Mr. Chairman and Fellow-Citizens: The news of Henry Grady’s death reached me at a quiet country retreat in a distant section of the State. The grief of that rural community, as deep and sincere as the shock produced by his death was great and unexpected, told more feelingly and eloquently than any words of mine possibly can, the universality of the love and admiration of all her people for Georgia’s peerless son.
It is no exaggeration to say that the humblest and the highest, the poorest and richest—all classes, colors and creeds, with an unspeakable sorrow, mourn his death as a public calamity. It is no exaggeration to say that no man lives who can take his place. It is no extravagant eulogy to declare that scarcely any half-dozen men, by their combined efforts, can fill in all departments the places which he filled in his laborious and glorious life.

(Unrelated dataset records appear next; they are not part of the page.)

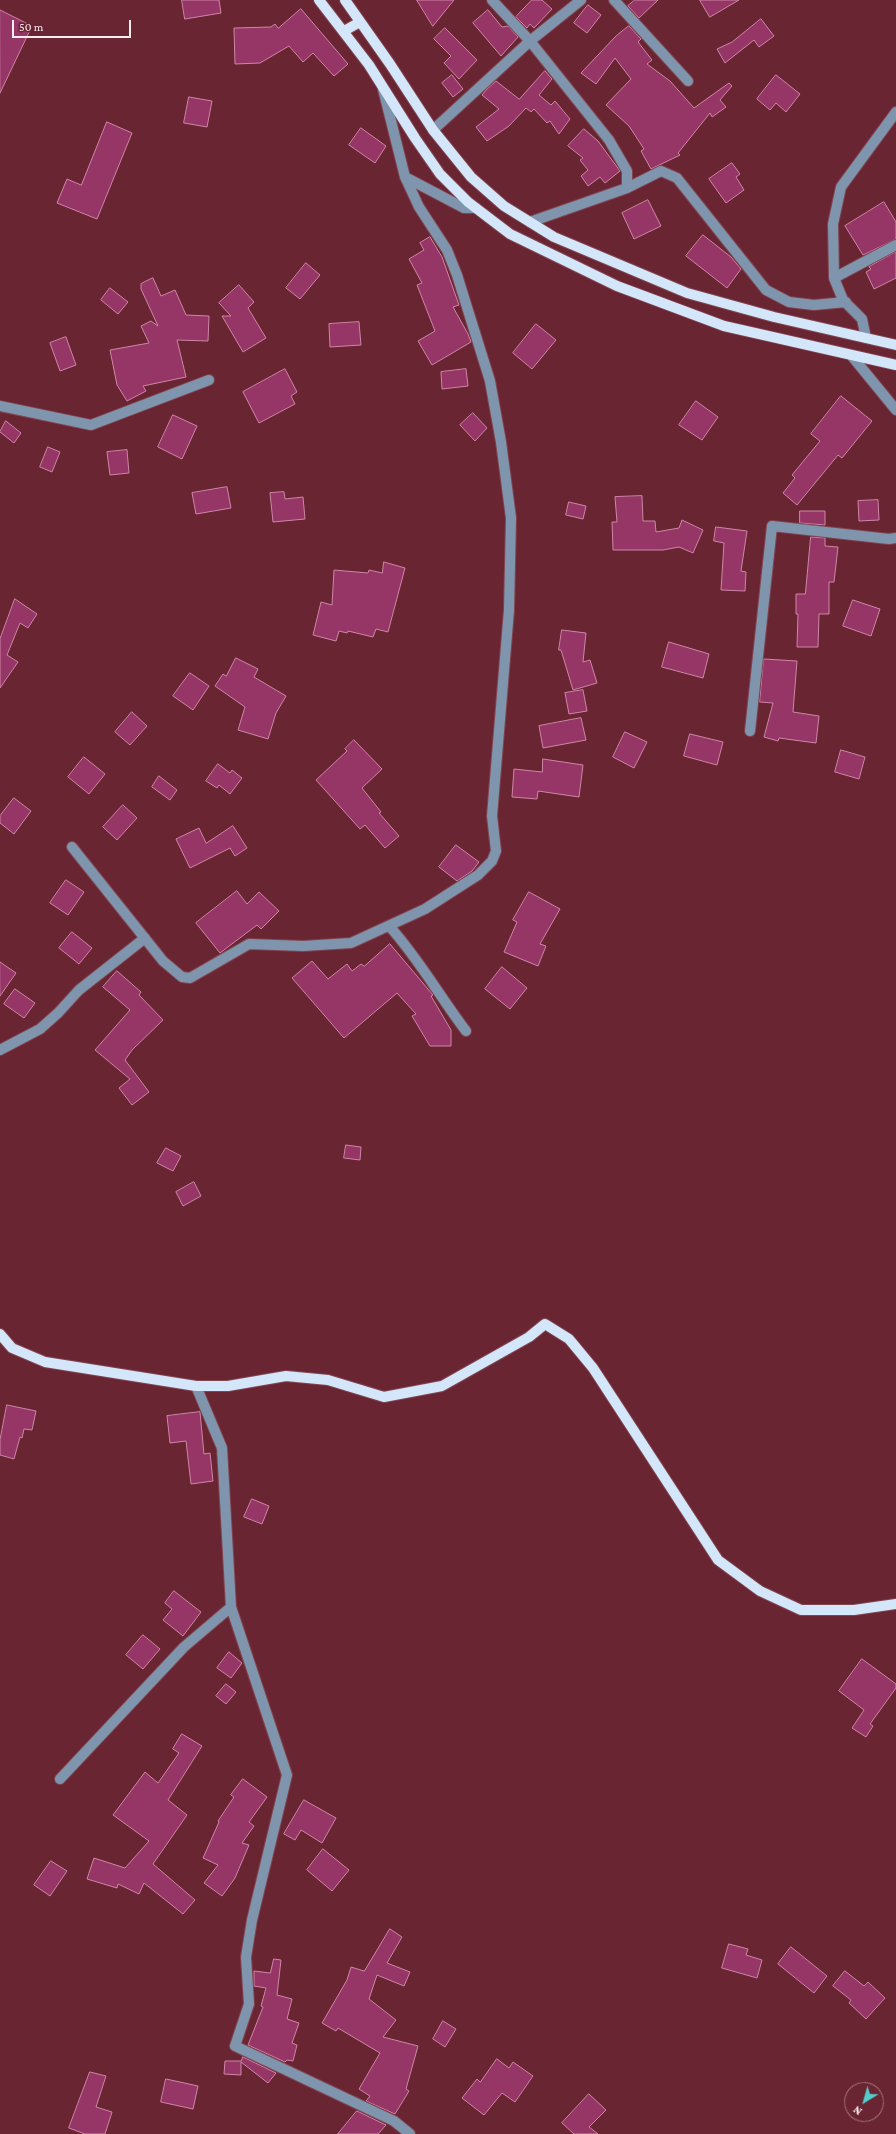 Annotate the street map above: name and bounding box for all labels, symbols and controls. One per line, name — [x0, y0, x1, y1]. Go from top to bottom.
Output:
scale bar — [14, 12, 133, 38]
text: 50 m — [19, 20, 43, 34]
north arrow — [844, 2082, 884, 2122]
text: N — [851, 2104, 864, 2118]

His wonderful intellect, enabling him, without apparent effort, to master the most difficult and obtuse public questions, and to treat them with matchless grace and power; his versatile genius, which made him at once the leader in great social reforms, as well as in gigantic industrial movements—that genius which made him at once the eloquent advocate, the logical expounder, the wise organizer, the vigorous executive—all these rich and unrivaled endowments, justify in claiming for him a place among the greatest and most gifted of this or any age.

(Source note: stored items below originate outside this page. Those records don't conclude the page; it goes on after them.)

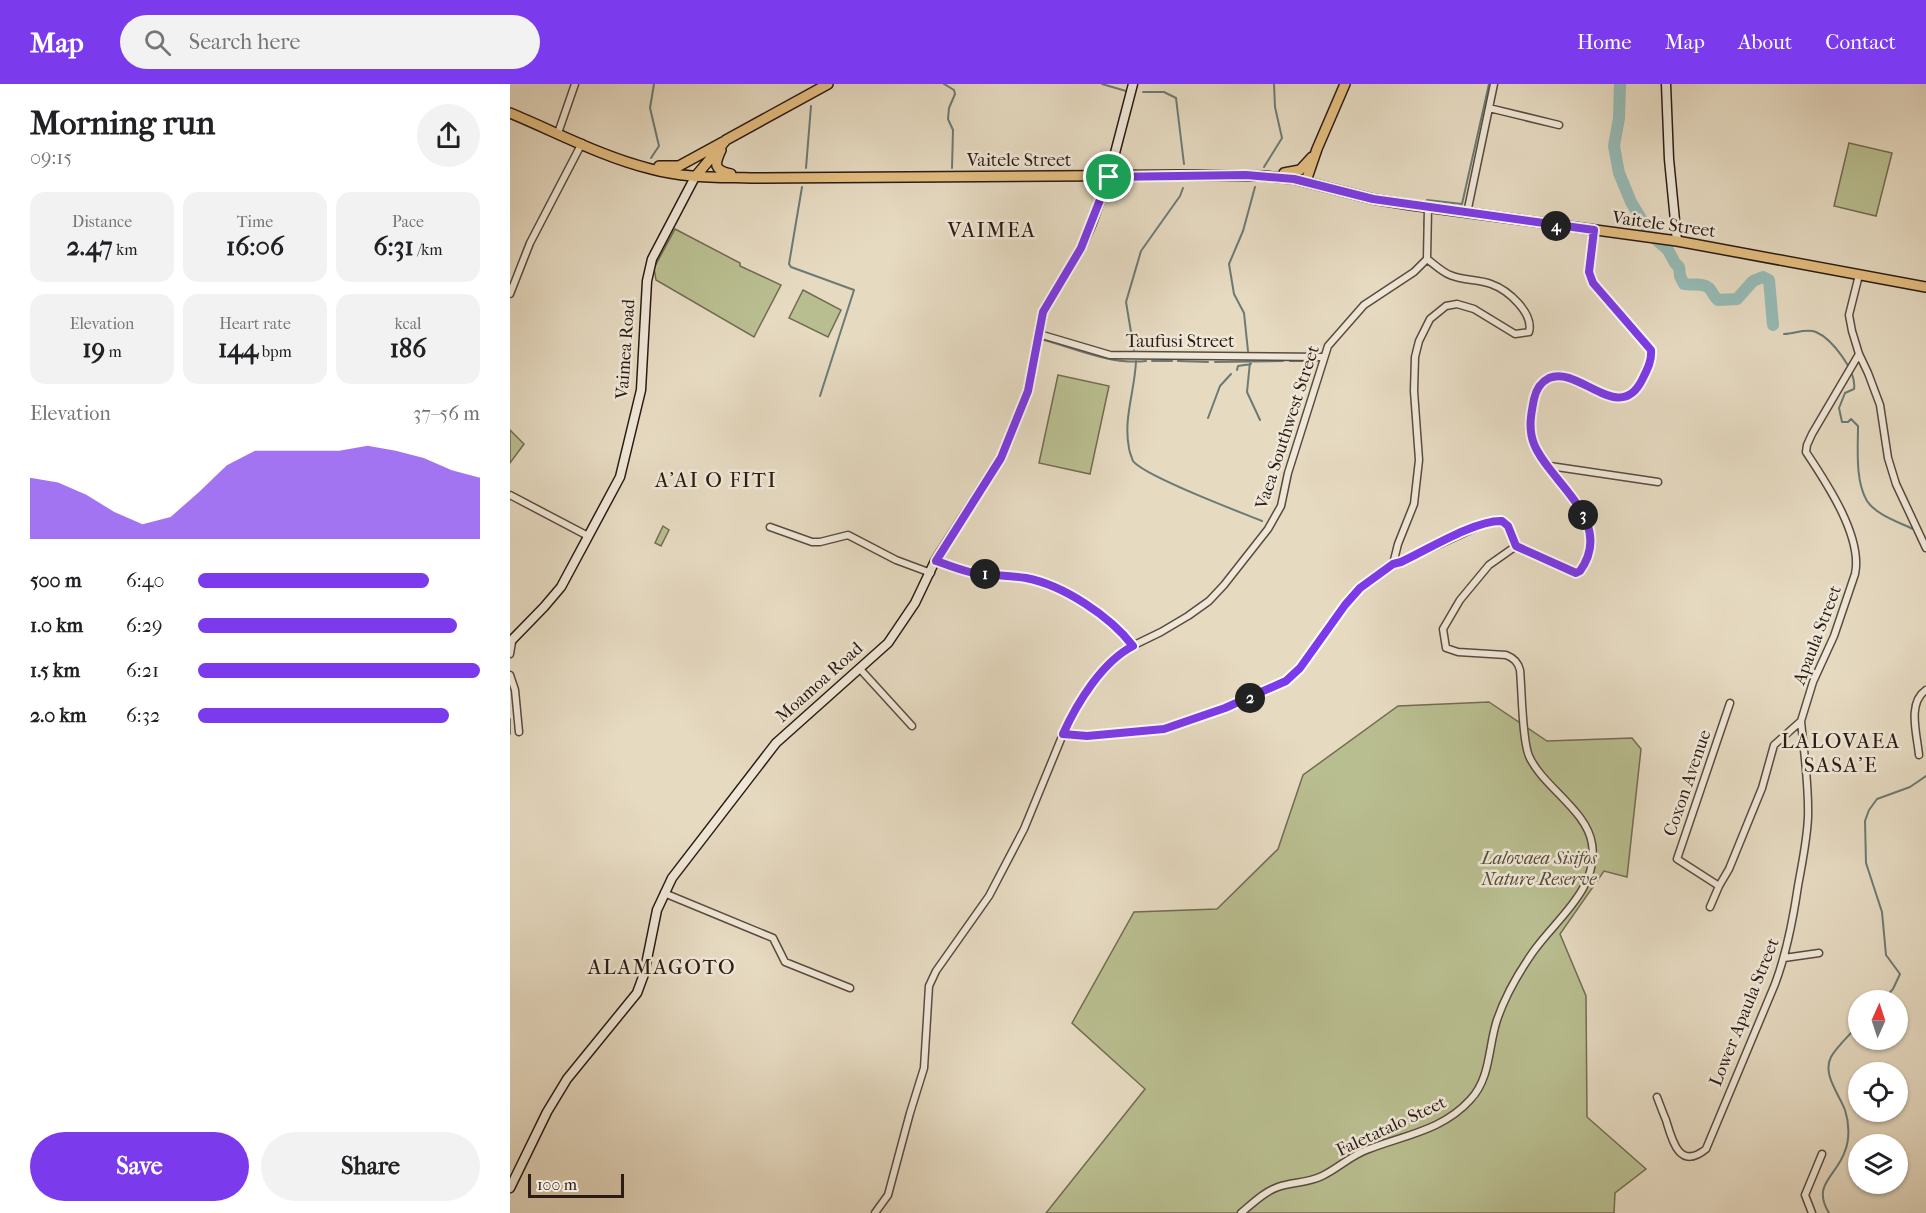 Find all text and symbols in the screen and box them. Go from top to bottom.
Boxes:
search box [120,15,540,69]
text: Map [30,26,84,59]
icon: search [141,26,174,59]
text: Search here [189,29,300,55]
text: Home [1577,30,1632,54]
text: Map [1665,30,1705,54]
text: About [1738,30,1792,54]
text: Contact [1825,30,1896,54]
text: Morning run [30,104,215,143]
button: share [417,104,480,167]
text: 09:15 [30,146,72,169]
street label: Vaitele Street [966,150,1072,171]
pin [1083,151,1134,202]
icon: arrive [1092,160,1125,193]
street label: Vaitele Street [1610,207,1718,242]
pin: 4 [1541,211,1571,241]
text: Distance [72,212,132,231]
text: Time [237,212,273,231]
text: Pace [392,212,424,231]
text: 4 [1551,216,1561,235]
district label: VAIMEA [947,218,1036,242]
text: 2.47 [66,231,113,262]
text: 16:06 [226,231,284,262]
text: 6:31 [373,231,414,262]
text: km [113,240,138,259]
text: /km [414,240,443,259]
street label: Vaimea Road [611,298,639,401]
text: Elevation [70,314,134,333]
text: Heart rate [219,314,291,333]
text: kcal [395,314,421,333]
street label: Taufusi Street [1126,331,1235,352]
text: 19 [82,333,105,364]
text: 144 [218,333,258,364]
text: 186 [390,333,426,364]
text: m [105,342,122,361]
text: bpm [258,342,292,361]
street label: Vaea Southwest Street [1251,342,1324,513]
text: Elevation [30,402,111,425]
text: 37–56 m [413,402,480,425]
district label: A'AI O FITI [654,468,777,492]
pin: 3 [1568,500,1598,530]
text: 3 [1580,505,1586,524]
pin: 1 [970,559,1000,589]
text: 1 [982,564,988,583]
text: 500 m [30,569,82,592]
text: 6:40 [126,569,165,592]
street label: Apaula Street [1789,582,1846,689]
text: 1.0 km [30,614,83,637]
text: 6:29 [126,614,162,637]
street label: Moamoa Road [771,638,867,727]
text: 1.5 km [30,659,80,682]
text: 6:21 [126,659,159,682]
pin: 2 [1235,683,1265,713]
text: 2 [1246,688,1254,707]
text: 2.0 km [30,704,86,727]
text: 6:32 [126,704,160,727]
street label: Coxon Avenue [1659,727,1716,839]
district label: LALOVAEA SASA'E [1781,729,1901,777]
park label: Lalovaea Sisifos Nature Reserve [1479,848,1597,890]
street label: Lower Apaula Street [1705,935,1784,1089]
district label: ALAMAGOTO [587,955,736,979]
north arrow [1848,990,1908,1050]
map controls [1848,990,1908,1194]
button: locate [1848,1062,1908,1122]
street label: Faletatalo Steet [1333,1092,1450,1161]
button: Save [30,1132,249,1201]
button: Share [261,1132,480,1201]
button: layers [1848,1134,1908,1194]
scale bar [528,1171,624,1198]
text: 100 m [537,1175,577,1194]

But splendid as were his intellectual abilities, it is the boundless generosity of his nature, his sweet and loving spirit, his considerate and tender charity, exhaustless as a fountain of living waters, refreshing and making happy all hearts around him, these are the characteristics on which I love most to dwell. It is no wonder that his splendid genius attracted the gaze and challenged the homage of the continent. It is perhaps even a less wonder that a man with such boundless sympathies for his fellow men and so prodigal with his own time and talent and money in the service of the public, should be so universally and tenderly loved.
The career of Henry Grady is more than unique. It constitutes a new chapter in human experience. No private citizen in the whole eventful history of this Republic ever wore a chaplet so fadeless or linked his name so surely with deathless immortality. His name as a journalist and orator, his brilliant and useful life, his final crowning triumph, especially the circumstances of martyrdom surrounding his death, making it like that of the giant of holy writ, as we trust, more potential than ever in intellectual prowess of magic of the living man—all these will conspire not more surely to carry his fame to posterity, than will his deeds of charity and ready responses to those who needed his effective help, serve to endear to our hearts and memories, as long as life shall last, the memory of Henry W. Grady.
Governor Gordon’s tribute was the last of the sad occasion.
At its conclusion Dr. H. C. Morrison pronounced the benediction, and the curtain was drawn on the final public exercises of the most memorable funeral service the South has ever known.
But the memory of the loved and illustrious dead will linger long with his bereaved people.